Data items:
--- START ---
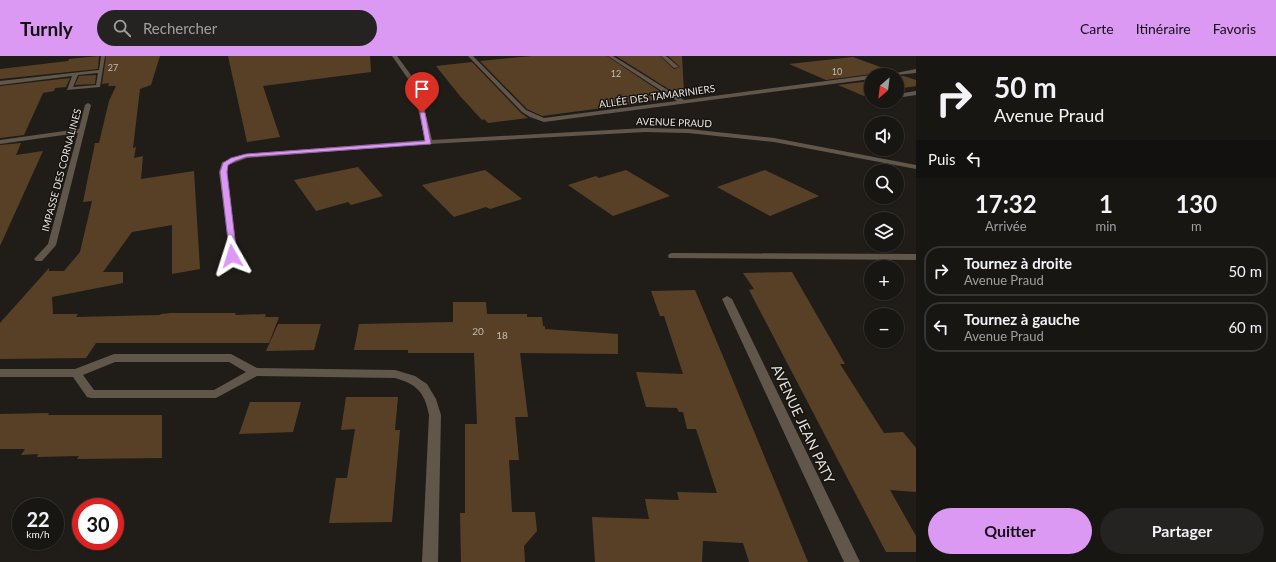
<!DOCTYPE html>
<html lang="fr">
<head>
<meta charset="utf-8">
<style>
	:root { --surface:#181613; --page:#252321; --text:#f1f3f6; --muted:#9f9fa0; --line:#363533; --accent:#dc99f4 }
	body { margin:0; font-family:Lato,sans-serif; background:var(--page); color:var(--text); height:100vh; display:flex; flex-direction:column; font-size:15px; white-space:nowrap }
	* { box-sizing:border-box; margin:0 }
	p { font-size:13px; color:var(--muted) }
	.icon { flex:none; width:22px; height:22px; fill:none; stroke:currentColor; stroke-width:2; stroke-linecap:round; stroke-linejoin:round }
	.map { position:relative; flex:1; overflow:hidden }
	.drawer { display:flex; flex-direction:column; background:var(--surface); width:360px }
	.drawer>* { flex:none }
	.banner { background:#181613; color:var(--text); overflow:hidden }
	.needle { width:26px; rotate:208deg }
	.buttons { position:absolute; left:864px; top:12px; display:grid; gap:8px }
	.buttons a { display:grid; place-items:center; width:40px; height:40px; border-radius:50%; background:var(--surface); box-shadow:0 1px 3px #0004,0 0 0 1px var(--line); font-size:20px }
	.speed { position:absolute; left:12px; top:442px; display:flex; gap:8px; font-size:20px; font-weight:700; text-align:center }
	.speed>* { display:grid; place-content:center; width:52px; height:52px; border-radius:50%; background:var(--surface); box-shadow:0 1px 3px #0004,0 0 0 1px var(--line); line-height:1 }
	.speed small { font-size:10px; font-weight:400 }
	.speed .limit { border:6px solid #d22; background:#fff; color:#111 }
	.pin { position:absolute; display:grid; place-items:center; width:34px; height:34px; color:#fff; margin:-41px -17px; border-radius:50% 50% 50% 0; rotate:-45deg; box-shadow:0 0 4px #0007 }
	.pin .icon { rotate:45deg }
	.me { position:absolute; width:44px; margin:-22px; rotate:354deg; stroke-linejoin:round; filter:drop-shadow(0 0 3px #0008) }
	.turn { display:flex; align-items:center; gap:14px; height:84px; padding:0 12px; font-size:18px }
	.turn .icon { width:52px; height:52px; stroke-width:2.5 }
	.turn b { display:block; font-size:28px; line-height:34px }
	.then { display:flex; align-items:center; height:38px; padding:0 12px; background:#0003; gap:8px; font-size:15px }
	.eta { display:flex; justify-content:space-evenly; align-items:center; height:68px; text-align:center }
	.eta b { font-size:24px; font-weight:700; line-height:28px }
	.button { display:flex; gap:8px; margin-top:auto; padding:8px 12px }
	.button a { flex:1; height:46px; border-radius:24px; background:var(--accent); color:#111; font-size:16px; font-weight:700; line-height:46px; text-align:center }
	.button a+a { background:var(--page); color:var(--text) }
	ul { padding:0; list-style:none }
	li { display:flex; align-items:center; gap:12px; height:50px; margin:0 8px 6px; padding:0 4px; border:2px solid var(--line); border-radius:16px }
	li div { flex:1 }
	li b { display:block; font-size:15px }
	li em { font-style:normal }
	header { display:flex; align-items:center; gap:24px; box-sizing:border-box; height:56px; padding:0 20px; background:var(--accent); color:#111 }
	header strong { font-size:19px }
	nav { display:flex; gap:22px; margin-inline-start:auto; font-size:14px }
	.search { width:280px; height:36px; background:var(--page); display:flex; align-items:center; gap:10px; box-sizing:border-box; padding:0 14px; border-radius:22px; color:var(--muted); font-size:15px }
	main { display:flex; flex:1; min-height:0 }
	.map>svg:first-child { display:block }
</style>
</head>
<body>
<header>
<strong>Turnly</strong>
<div class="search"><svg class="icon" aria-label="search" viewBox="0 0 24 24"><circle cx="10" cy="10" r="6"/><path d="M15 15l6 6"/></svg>Rechercher</div>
<nav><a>Carte</a><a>Itinéraire</a><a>Favoris</a></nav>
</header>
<main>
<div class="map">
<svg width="916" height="506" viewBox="0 0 916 506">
	<rect width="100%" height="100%" fill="#201d19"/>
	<!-- building -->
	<g fill="#584026">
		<path d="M99 0 98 13 0 23V13L68 5 69 3Z"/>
		<path d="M106 0H160L151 29 140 33 133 92 136 91 134 102 143 100 141 123 194 115 200 213 172 218V169L132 176 103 216H123V227L52 241 53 258H78L76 261 160 259 161 258 171 257H236L235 259 266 258 265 261H279L269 287H96L86 302 0 303V267L49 212V215H64L80 196 92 145 83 146 95 87H99L109 45 116 30H108L109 27 102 28Z"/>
		<path d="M228 0H370L371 16 263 30 280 81 247 86Z"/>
		<path d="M532 0H607L664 38 655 39 661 43 647 45 648 46 542 60 527 53 480 5Z"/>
		<path d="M616 0H660L674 13 680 11 668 0H682L684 36 675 37Z"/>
		<path d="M853 1 894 16 885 19H872L871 18 826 24 789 8Z"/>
		<path d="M472 6 521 57 528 62 488 67 484 63 482 64 460 40 436 10Z"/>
		<path d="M96 19 95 28 75 29 79 20Z"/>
		<path d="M897 20H904L916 24V30L897 33Z"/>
		<path d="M70 22 66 31 55 32 54 35 43 37 24 79 0 82V30Z"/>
		<path d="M871 25V38L864 40 838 29Z"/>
		<path d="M21 87 16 99 43 95 0 190V89Z"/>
		<path d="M358 111 383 140 351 149 348 146 316 155 294 124Z"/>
		<path d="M485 114 522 143 490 153 486 151 454 161 422 129Z"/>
		<path d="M626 114 670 140 613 160 568 129 596 120 599 122Z"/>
		<path d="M765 114 819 140 770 160 717 131Z"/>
		<path d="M792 216 845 308H840L884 377 903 376 916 392V436L890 434 916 480V496H886L749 234 754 233 743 217Z"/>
		<path d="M695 234 722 298 808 506H749L743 487 703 485 702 506H595L592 461 649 463 645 443 679 444 677 436 717 437 696 373H687L683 356H679L677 352 646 351 636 316 683 318 664 260H660L651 235Z"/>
		<path d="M453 246H486L487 258H527V261H542L543 270H545V273L618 278V298L520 297 528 361H515L519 404H509L512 456H535L537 475 524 490 525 506H461L460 457H465V368H477L474 297H408V294H354L359 268 453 266Z"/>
		<path d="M278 268H321L314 294 266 295Z"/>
		<path d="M346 341H398L395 374H400L392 466 329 467 336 422H347L355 373 341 374Z"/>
		<path d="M250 346H301L293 376 239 378Z"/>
		<path d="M49 357 48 359H162V402L77 403 79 400 37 401 38 398 21 399 25 393H0V358Z"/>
	</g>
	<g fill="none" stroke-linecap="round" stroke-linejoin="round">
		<!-- minor -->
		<g fill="#61564a" fill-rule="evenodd">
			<path d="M101 0H105L100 31 67 34 72 20 0 29V25L99 14ZM98 17 96 29 73 31 78 19Z"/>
			<path d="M392 0H397L419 30 432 84 645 72 688 73 774 82 916 109V113L774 86 688 77 645 76 429 88 247 102 228 109 227 116 237 200 233 203 230 202 219 116 222 106 246 98 425 84 413 30Z"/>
			<path d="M468 0H473L526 54 544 62 677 45 608 0H613L684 44 871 19V23L544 66 530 61 522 56Z"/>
			<path d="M661 0H666L679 11 674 12Z"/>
			<path d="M916 13V17L897 19H886Z"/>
			<path d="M916 35V39L897 42V38Z"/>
			<path d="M88 47 91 49 56 189 42 205H36L34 203 36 201 48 188 78 77 0 88V84L79 73 85 49Z"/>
			<path d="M672 197 916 198V204L669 202 668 200 669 198Z"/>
			<path d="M727 240 732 243 860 506H844L722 243Z"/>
			<path d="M114 298H231L257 312 395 314 415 320 427 328 436 343 441 359 438 506H422L429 359C425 337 417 328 395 322L257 320 216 342H91L87 341 73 321H0V313H75ZM115 306H229L246 316 214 334H94L83 319Z"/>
		</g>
	</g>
	<!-- route -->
	<path fill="#dc99f4" stroke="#8f639f" d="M422 55 425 57 431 88 246 101 235 105 228 109 227 116 237 200 232 202 230 201 220 116 223 107 231 102 246 98 425 85 420 57Z"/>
	<g text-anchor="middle" stroke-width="3" stroke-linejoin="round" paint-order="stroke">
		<!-- far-number labels -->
		<g font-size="9" fill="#c4bcb4">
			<text x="113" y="15">27</text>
			<text x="837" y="19">10</text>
			<text x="616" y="21">12</text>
		</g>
		<!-- far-street labels -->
		<g font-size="10" fill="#e8e5e3" stroke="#171410">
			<text transform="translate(657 40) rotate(-8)" y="4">ALLÉE DES TAMARINIERS</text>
			<text transform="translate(674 66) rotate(2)" y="4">AVENUE PRAUD</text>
			<text transform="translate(61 114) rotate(-75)" y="4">IMPASSE DES CORNALINES</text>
		</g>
		<!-- number labels -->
		<g font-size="10" fill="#c4bcb4">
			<text x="478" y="279">20</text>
			<text x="502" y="283">18</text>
		</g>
		<!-- near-street labels -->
		<g font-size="14" fill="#e8e5e3" stroke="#171410">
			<text transform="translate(803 368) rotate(65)" y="5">AVENUE JEAN PATY</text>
		</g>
	</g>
</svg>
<div class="buttons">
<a><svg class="needle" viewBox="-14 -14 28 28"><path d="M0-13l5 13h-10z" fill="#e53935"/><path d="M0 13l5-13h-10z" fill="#9f9fa0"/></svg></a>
<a><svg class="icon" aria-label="sound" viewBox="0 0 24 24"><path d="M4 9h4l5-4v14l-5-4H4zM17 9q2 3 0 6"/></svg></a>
<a><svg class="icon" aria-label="search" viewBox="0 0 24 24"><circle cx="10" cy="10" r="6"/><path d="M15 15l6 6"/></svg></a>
<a><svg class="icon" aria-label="layers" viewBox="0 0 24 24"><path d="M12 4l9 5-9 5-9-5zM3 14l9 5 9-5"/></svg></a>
<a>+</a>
<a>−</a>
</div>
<div class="speed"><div>22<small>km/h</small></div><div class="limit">30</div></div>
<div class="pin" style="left:422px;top:57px;background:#d93025"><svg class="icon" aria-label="arrive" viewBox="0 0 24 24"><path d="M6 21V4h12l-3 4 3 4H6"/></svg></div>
<svg class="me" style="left:232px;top:200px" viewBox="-20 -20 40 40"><path d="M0-17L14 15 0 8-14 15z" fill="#dc99f4" stroke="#fff" stroke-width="4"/></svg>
</div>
<section class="drawer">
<div class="banner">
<div class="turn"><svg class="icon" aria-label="right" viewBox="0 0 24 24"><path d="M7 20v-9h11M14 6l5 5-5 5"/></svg><div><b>50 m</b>Avenue Praud</div></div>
<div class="then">Puis<svg class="icon" aria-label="left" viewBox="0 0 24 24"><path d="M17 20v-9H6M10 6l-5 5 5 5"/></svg></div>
</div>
<div class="eta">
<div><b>17:32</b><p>Arrivée</p></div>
<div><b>1</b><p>min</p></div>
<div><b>130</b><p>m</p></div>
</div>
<ul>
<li><svg class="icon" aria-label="right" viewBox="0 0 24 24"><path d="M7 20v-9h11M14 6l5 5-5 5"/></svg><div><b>Tournez à droite</b><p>Avenue Praud</p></div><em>50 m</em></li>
<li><svg class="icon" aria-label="left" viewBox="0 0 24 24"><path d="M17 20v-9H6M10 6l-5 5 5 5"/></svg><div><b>Tournez à gauche</b><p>Avenue Praud</p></div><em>60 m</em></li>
</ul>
<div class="button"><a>Quitter</a><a>Partager</a></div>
</section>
</main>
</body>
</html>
--- END ---
■ **Assigned task**
Some lines above hold the word "buttons". Copy all of them.

■ **Solved problem**
	.buttons { position:absolute; left:864px; top:12px; display:grid; gap:8px }
	.buttons a { display:grid; place-items:center; width:40px; height:40px; border-radius:50%; background:var(--surface); box-shadow:0 1px 3px #0004,0 0 0 1px var(--line); font-size:20px }
<div class="buttons">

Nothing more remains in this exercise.